Please return every line in the following data that includes the string "Albert".
<<<<
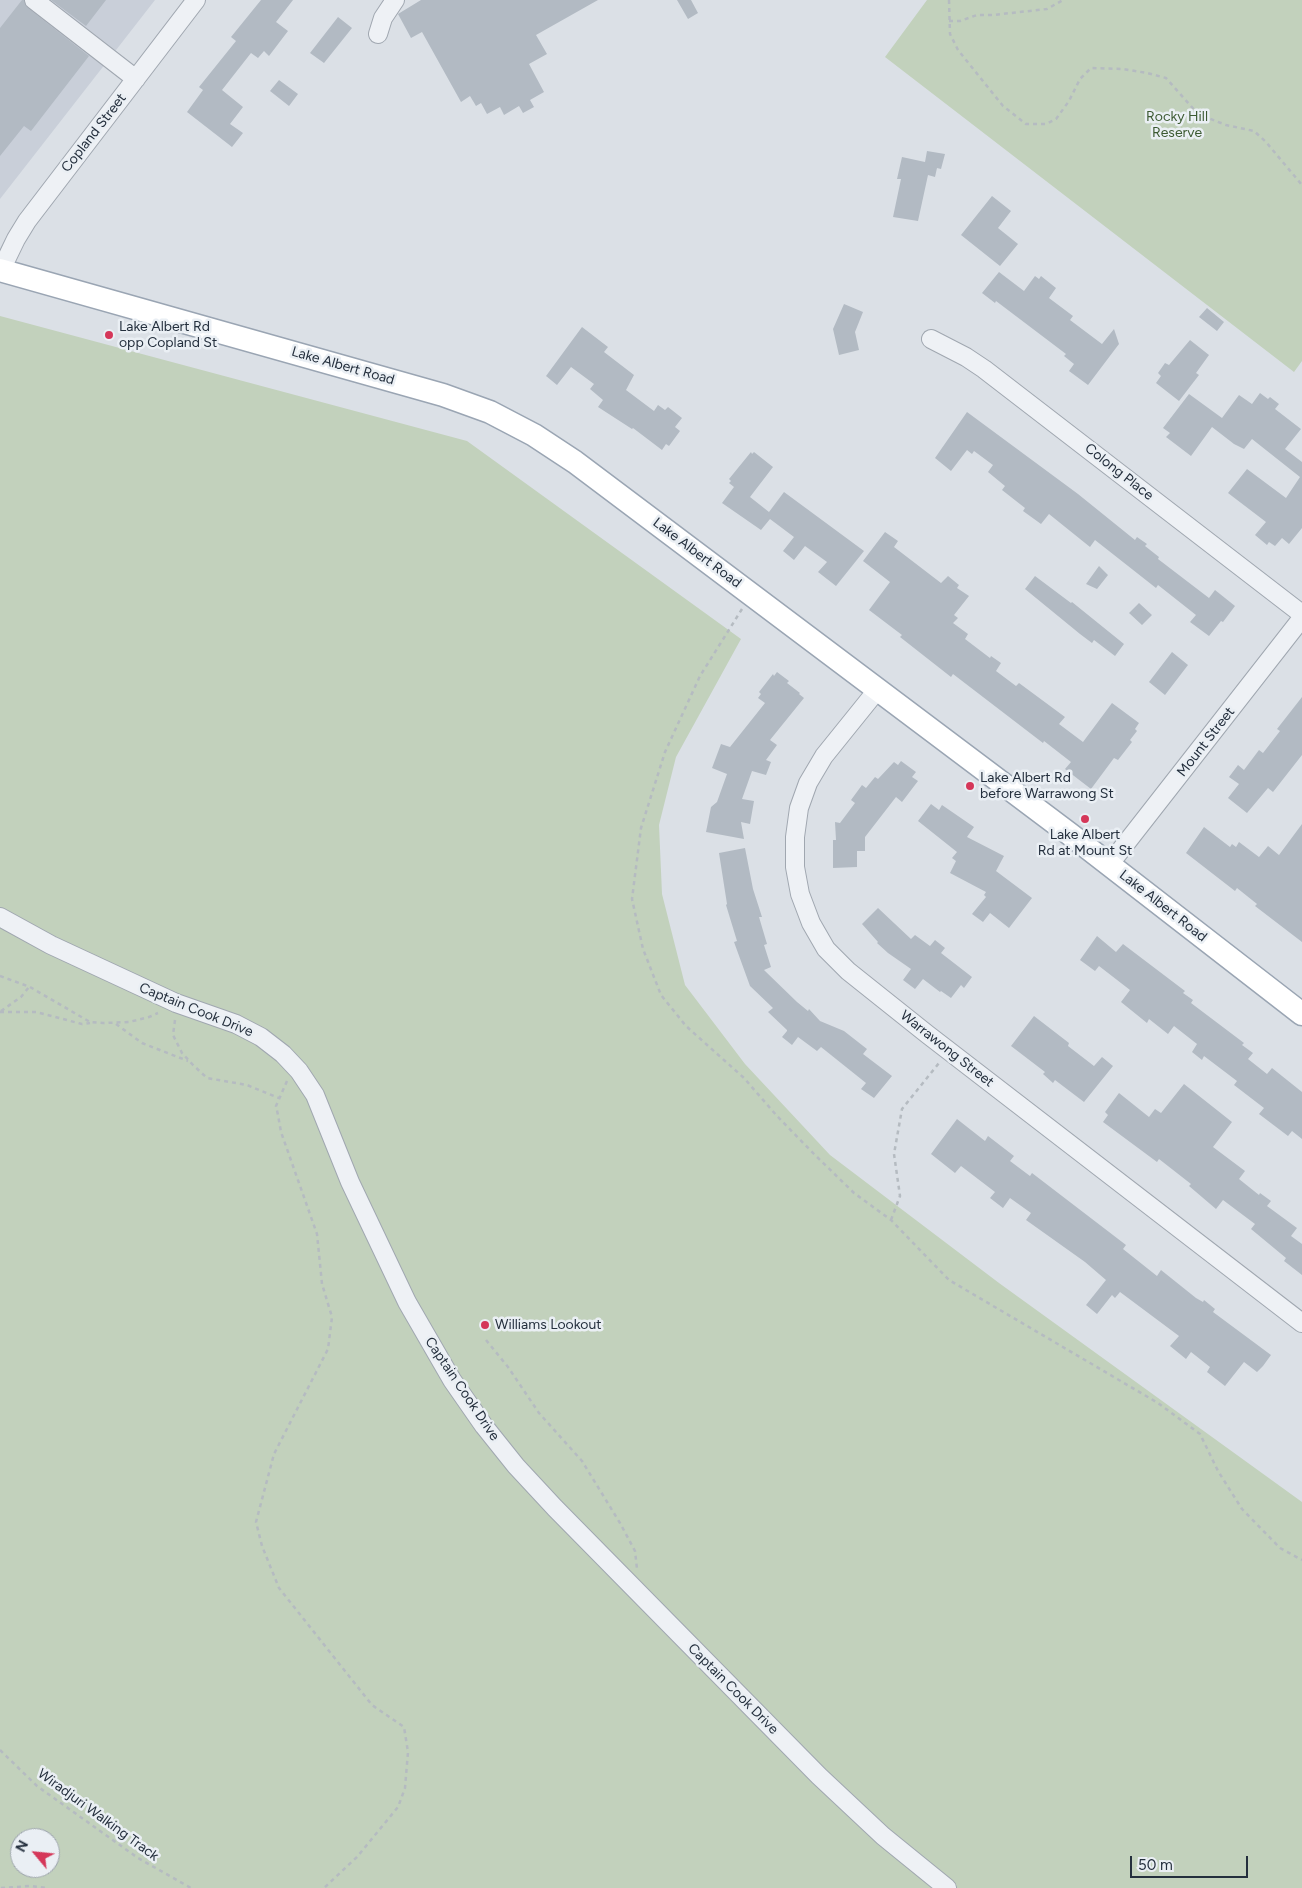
<!DOCTYPE html>
<style>
body{margin:0}
#map{position:relative;width:1302px;height:1888px;overflow:hidden;background:#dbe0e6;font-family:Figtree,sans-serif}
canvas{display:block}
.north{position:absolute;left:10px;top:1828px;width:50px;height:50px;box-sizing:border-box;background:#eaeff4;border:1px solid #9ba2ab;border-radius:50%;rotate:298deg;font-size:14px;font-weight:700;line-height:20px;text-align:center;color:#242f3d}
.north::after{content:'';display:block;margin:auto;width:18px;height:22px;background:#d53759;clip-path:polygon(50% 0,100% 100%,50% 72%,0 100%)}
.scale{position:absolute;left:1130px;top:1856px;width:118px;height:22px;box-sizing:border-box;border:2px solid #242f3d;border-top:0;padding-left:6px;font-size:15px;line-height:18px;white-space:nowrap;color:#242f3d;-webkit-text-stroke:4px #eaeff4;paint-order:stroke}
</style>
<div id="map">
<canvas width="1302" height="1888"></canvas>
<div class="north">N</div>
<div class="scale">50 m</div>
</div>
<script>
const c = document.querySelector('canvas').getContext('2d');
c.lineJoin = 'round';
function fill(path, color) { c.fillStyle = color; c.fill(path, 'evenodd'); }
const toPath = rows => new Path2D(rows.map(r => 'M' + r).join(''));
function strokePath(path, color, width, dash) { c.strokeStyle = color; c.lineWidth = width; c.lineCap = dash ? 'butt' : 'round'; c.setLineDash(dash || []); c.stroke(path); }
function label(font, color, halo, rows, align = 'center') {
  c.font = font + ' Figtree,sans-serif'; c.lineWidth = 5; c.setLineDash([]); c.textBaseline = 'middle'; c.strokeStyle = halo; c.fillStyle = color; for (const [text, x, y, turn = 0] of rows) {
    c.save(); c.translate(x, y); c.rotate((+turn || 0) * Math.PI / 180); c.textAlign = isNaN(turn) ? turn : align; if (halo) c.strokeText(text, 0, 0); c.fillText(text, 0, 0); c.restore();
  }
}
fill(toPath([
 [0,0,155,0,0,199]
]), '#c9cfd9');
fill(toPath([
 [927,0,1302,0,1302,361,1294,372,885,57],
 [0,316,467,441,741,639,676,757,659,825,662,894,685,985,745,1064,830,1155,999,1283,1302,1502,1302,1888,0,1888],
 [20,1838,50,1838,50,1868,20,1868]
]), '#c2d1bc');
fill(toPath([
 [22,0,24,0,28,8,89,56,31,131,24,126,0,156,0,28],
 [51,0,106,0,86,26],
 [261,0,293,0,276,22,288,31,269,56,264,51,258,58,251,53,222,90,243,107,230,124,243,133,232,147,187,112,203,90,199,87,236,41,231,37],
 [421,0,598,0,536,35,547,54,529,64,544,92,530,100,534,107,523,113,519,106,504,115,500,107,487,114,481,103,476,106,470,96,461,102,422,32,411,38,398,14],
 [677,0,691,0,698,13,688,19],
 [338,17,352,28,324,63,310,53],
 [279,80,298,94,289,106,270,91],
 [927,151,945,154,941,169,937,168,935,177,928,175,918,221,893,217,901,179,897,179,902,157,925,162],
 [992,196,1011,211,998,228,1018,244,1000,266,961,235],
 [999,272,1024,291,1035,276,1039,279,1041,276,1056,288,1049,298,1073,316,1070,320,1102,344,1114,329,1119,344,1088,385,1069,371,1074,364,1064,356,1066,354,996,301,995,303,982,293],
 [844,304,863,312,855,332,859,350,839,355,833,329],
 [1207,308,1224,322,1217,331,1199,317],
 [582,327,608,347,604,352,634,375,626,390,654,411,658,405,665,410,668,407,682,418,675,427,680,431,669,446,666,444,662,450,633,428,632,429,598,407,603,400,590,389,594,384,571,367,557,385,546,376],
 [1190,340,1209,355,1196,373,1199,375,1179,401,1156,383,1161,376,1158,373,1165,363,1169,365],
 [1260,393,1268,399,1270,397,1279,404,1275,409,1301,429,1285,449,1302,462,1302,528,1289,544,1282,538,1275,546,1269,542,1267,545,1255,535,1266,522,1228,493,1247,469,1286,498,1300,477,1252,439,1244,449,1234,444,1212,427,1191,456,1166,437,1170,433,1163,428,1189,394,1222,418,1239,395,1252,404],
 [967,412,1078,494,1135,540,1137,537,1147,544,1145,546,1159,557,1158,559,1209,598,1215,590,1235,606,1223,622,1221,621,1209,636,1190,622,1196,615,1158,585,1156,588,1095,540,1090,547,1049,514,1041,524,1023,511,1025,508,1002,490,1005,486,988,472,993,465,974,451,972,454,967,450,951,471,935,458],
 [751,452,752,454,754,452,773,467,750,497,769,512,784,492,864,551,836,586,818,572,827,562,805,546,794,560,783,551,794,537,770,519,761,530,722,503,734,487,729,483,731,481,729,479],
 [885,532,898,541,894,547,941,583,948,576,959,585,957,588,969,596,954,615,958,618,953,623,968,634,965,639,990,658,991,656,1001,663,996,671,1016,686,1019,683,1065,717,1059,724,1083,742,1112,703,1139,723,1135,729,1137,731,1130,740,1132,742,1118,760,1114,758,1091,789,1065,769,1071,762,1044,741,1043,743,953,674,951,677,900,637,902,635,869,610,890,582,863,561],
 [1099,566,1108,575,1097,589,1086,584],
 [1035,576,1071,603,1072,602,1124,644,1115,656,1094,640,1092,643,1080,634,1025,589],
 [1139,603,1152,615,1142,625,1129,613],
 [1172,652,1188,665,1165,695,1149,682],
 [777,672,789,681,787,683,800,693,799,694,804,698,770,740,777,745,766,760,771,762,766,775,752,771,742,799,754,801,750,824,741,822,744,839,706,832,711,807,717,802,727,774,712,768,721,744,730,747,765,703,758,698,761,694,759,692,773,674,774,676],
 [1302,697,1302,755,1273,792,1268,788,1247,813,1228,798,1239,784,1229,777,1238,765,1244,770,1259,750,1263,753,1280,731,1277,729],
 [901,761,916,772,912,777,918,781,902,802,896,797,865,837,865,851,857,851,857,867,833,868,833,840,836,840,835,822,840,823,855,803,851,800,862,785,866,788,875,777,878,779,894,762,898,765],
 [931,804,939,810,942,805,974,827,967,837,1004,856,996,871,1032,898,1009,928,990,913,983,922,972,914,986,897,984,895,986,892,950,873,956,861,952,858,957,852,918,821],
 [1302,824,1302,942,1255,906,1257,904,1237,888,1235,891,1186,853,1204,827,1230,847,1232,844,1236,847,1239,842,1259,857,1268,846,1279,855],
 [745,848,753,889,762,917,759,917,767,944,764,945,771,967,764,970,797,1002,808,1011,809,1009,820,1021,844,1031,867,1049,863,1054,892,1076,874,1098,861,1089,866,1083,821,1047,817,1051,798,1037,792,1045,782,1037,787,1031,787,1030,768,1012,773,1008,750,986,734,942,737,941,726,905,727,904,719,853],
 [878,908,911,939,915,935,930,946,935,940,945,948,941,953,972,977,964,988,961,985,951,998,941,991,940,992,923,979,915,989,903,980,911,969,888,953,877,943,878,942,862,924],
 [1097,936,1116,952,1123,944,1185,991,1183,993,1193,1000,1191,1003,1244,1043,1242,1045,1253,1053,1248,1059,1267,1074,1272,1068,1302,1092,1302,1139,1292,1131,1288,1136,1259,1114,1264,1108,1234,1085,1237,1081,1204,1056,1202,1060,1192,1052,1197,1044,1174,1026,1168,1034,1149,1019,1147,1023,1121,1002,1130,990,1099,966,1095,971,1080,960],
 [1034,1016,1069,1043,1068,1046,1094,1066,1102,1057,1113,1066,1084,1102,1055,1080,1053,1083,1043,1074,1045,1072,1011,1046],
 [1184,1084,1232,1122,1213,1147,1245,1171,1239,1179,1259,1195,1260,1193,1271,1201,1267,1206,1297,1228,1291,1236,1302,1244,1302,1275,1284,1261,1286,1258,1251,1229,1255,1224,1223,1200,1216,1209,1189,1186,1191,1184,1159,1159,1157,1162,1103,1122,1108,1115,1105,1112,1119,1093,1149,1117,1155,1109,1161,1113],
 [957,1119,985,1141,988,1136,1014,1156,1010,1161,1030,1176,1032,1173,1126,1245,1123,1249,1157,1276,1161,1270,1196,1298,1203,1302,1204,1300,1215,1309,1213,1312,1271,1355,1263,1366,1257,1372,1244,1362,1225,1386,1207,1372,1210,1367,1191,1352,1186,1359,1170,1346,1179,1336,1120,1292,1115,1298,1112,1295,1097,1314,1086,1305,1106,1280,1085,1262,1026,1220,1031,1213,1010,1198,1003,1208,990,1198,995,1192,961,1166,955,1173,931,1154]
]), '#b2bac3');
const minor = toPath([
 [34,0,136,79],
 [378,34,383,18,395,0],
 [1,270,16,239,27,221,196,0],
 [931,339,966,357,984,369,1302,614],
 [878,689,824,756,808,783,799,808,795,837,795,867,800,894,811,923,826,949,848,971,927,1034,1302,1323],
 [1109,865,1302,618],
 [0,917,51,945,176,1003,236,1024,261,1037,283,1054,299,1071,315,1095,350,1182,407,1302,452,1380,484,1426,516,1466,555,1508,819,1776,883,1836,947,1888]
]);
const major = toPath([
 [0,270,443,395,490,412,534,435,575,462,1071,835,1302,1014]
]);
strokePath(minor, '#a0a7b0', 20);
strokePath(major, '#9aa5b3', 25);
strokePath(toPath([
 [949,0,950,34,958,50,1003,106,1026,124,1046,124,1056,119,1069,101,1080,79,1091,68,1123,69,1147,73,1166,78,1198,114,1226,125,1254,131,1266,142,1302,185],
 [949,21,960,21,977,15,993,15,1047,9,1063,0],
 [742,609,700,676,665,752,641,828,632,899,643,949,661,995,686,1026,744,1078,777,1116,814,1154,854,1193,891,1220,949,1280,1158,1403,1200,1434,1218,1471,1242,1509,1280,1548,1302,1560],
 [0,976,30,987,90,1022,103,1023,129,1022,149,1017,158,1013],
 [1,1011,21,997,29,987],
 [0,1012,36,1012,82,1024,90,1023],
 [175,1020,173,1035,182,1053,193,1065,207,1078,247,1085,279,1098],
 [116,1024,142,1043,188,1061],
 [287,1081,276,1106,278,1115,281,1132,317,1234,322,1284,332,1317,328,1349,274,1454,256,1522,262,1546,279,1588,372,1705,404,1727,408,1752,405,1788,398,1807,357,1857,324,1888],
 [891,1220,900,1196,894,1154,902,1109,939,1063],
 [486,1340,508,1367,539,1413,582,1461,620,1523,635,1551,637,1569],
 [0,1750,37,1786,138,1858,191,1888],
 [1,1888,30,1886,48,1888]
]), '#b5bbc1', 2.5, [4, 4]);
strokePath(minor, '#eef1f5', 18);
strokePath(major, '#fff', 22);
for (const [x, y, r, color] of [
 [109,335,5,"#d53759"],
 [970,786,5,"#d53759"],
 [1085,819,5,"#d53759"],
 [485,1325,5,"#d53759"]
]) { const dot = new Path2D(); dot.arc(x, y, r, 0, 2 * Math.PI); c.fillStyle = color; c.fill(dot); strokePath(dot, '#eaeff4', 2); }
label('14px', '#3b5931', '#eaeff4', [
 ["Rocky Hill",1177,117],
 ["Reserve",1177,133]
]);
label('14px', '#242f3d', '#eaeff4', [
 ["Copland Street",94,133,-52],
 ["Lake Albert Road",343,366,16],
 ["Colong Place",1119,472,38],
 ["Lake Albert Road",697,553,37],
 ["Mount Street",1206,742,-52],
 ["Lake Albert Road",1163,906,38],
 ["Captain Cook Drive",196,1010,22],
 ["Warrawong Street",947,1049,38],
 ["Captain Cook Drive",462,1389,56],
 ["Captain Cook Drive",733,1689,45],
 ["Wiradjuri Walking Track",98,1815,36]
]);
label('14px', '#242f3d', '#eaeff4', [
 ["Lake Albert Rd",119,327],
 ["opp Copland St",119,343],
 ["Lake Albert Rd",980,778],
 ["before Warrawong St",980,794],
 ["Lake Albert",1085,835,"center"],
 ["Rd at Mount St",1085,851,"center"],
 ["Williams Lookout",495,1325]
], 'left');
</script>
>>>>
Task output =>
 ["Lake Albert Road",343,366,16],
 ["Lake Albert Road",697,553,37],
 ["Lake Albert Road",1163,906,38],
 ["Lake Albert Rd",119,327],
 ["Lake Albert Rd",980,778],
 ["Lake Albert",1085,835,"center"],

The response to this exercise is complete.